Pasolini's focus tends to be on stories with either a sexual or religious base, often both, as well as tales that are generally derailed by one person's greed or folly. While much of what we see borders on the blasphemous--a convent full of nuns taking advantage of a man they believe to be mentally deficient; the robbing of a Bishop's grave, etc.--Pasolini is only tweaking the nose of the church playfully. He is creating a connection between earthly and heavenly pleasures, suggesting that each exists in concert with the other. Hence, the penultimate story of the man who literally screws himself to death. He returns from the afterlife to reveal that sex is considered to be a virtue, not a sin, and his punishment will be for other wicked deeds. Granted, he is in Hell, so we don't really know how God and his minions feel about the matter, but the message here is, hey, regardless of the outcome, its worth it.

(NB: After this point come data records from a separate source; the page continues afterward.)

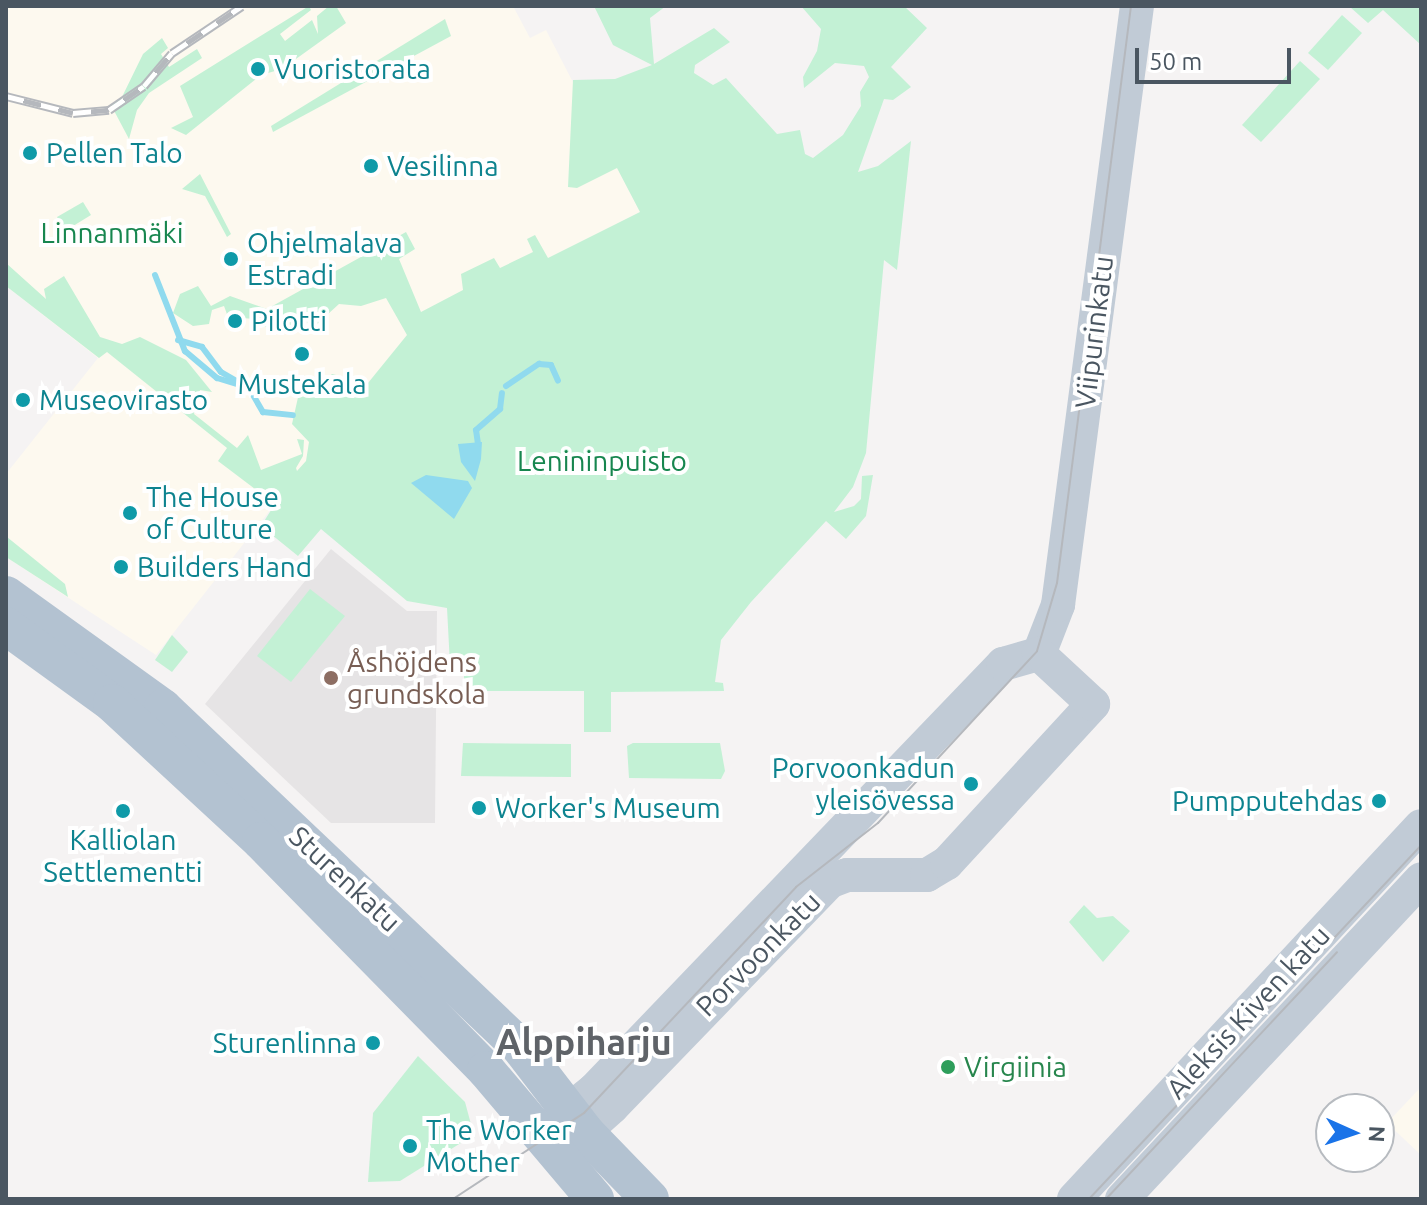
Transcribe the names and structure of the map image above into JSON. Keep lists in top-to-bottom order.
{
  "streets": {
    "main road": ["Sturenkatu"],
    "street": ["Viipurinkatu", "Porvoonkatu", "Aleksis Kiven katu"]
  },
  "crossings": [
    ["Viipurinkatu", "Porvoonkatu"],
    ["Sturenkatu", "Porvoonkatu"]
  ],
  "districts": ["Alppiharju"],
  "parks": ["Linnanmäki", "Lenininpuisto"],
  "places": [
    "Vuoristorata",
    "Pellen Talo",
    "Vesilinna",
    "Ohjelmalava Estradi",
    "Pilotti",
    "Mustekala",
    "Museovirasto",
    "The House of Culture",
    "Builders Hand",
    "Åshöjdens grundskola",
    "Porvoonkadun yleisövessa",
    "Pumpputehdas",
    "Worker's Museum",
    "Kalliolan Settlementti",
    "Sturenlinna",
    "Virgiinia",
    "The Worker Mother"
  ],
  "scale_bar": "50 m",
  "north": "right"
}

Pasolini's depiction of medieval living is neither romanticized nor prettied up. The buildings and clothes are shabby, the people are dirty. There are so many rotting teeth in The Decameron, my own mouth started to hurt after a while. Director of photography Tonino Delli Colli, who also collaborated with Raffaello Matarazzo and Louis Malle, shoots without much added light, preferring the natural look of sunlight and shadows--however musty some of those shadows might be. Likewise, Pasolini doesn't push his rather large cast--which is made up in large part of non-actors, in the Italian Neorealist tradition--toward big acting. He plays the comedy for what it is, but mostly let's the rest of the behavior just be. It makes for a surprisingly lithe anthology picture, one that sets the tone for its sibling films.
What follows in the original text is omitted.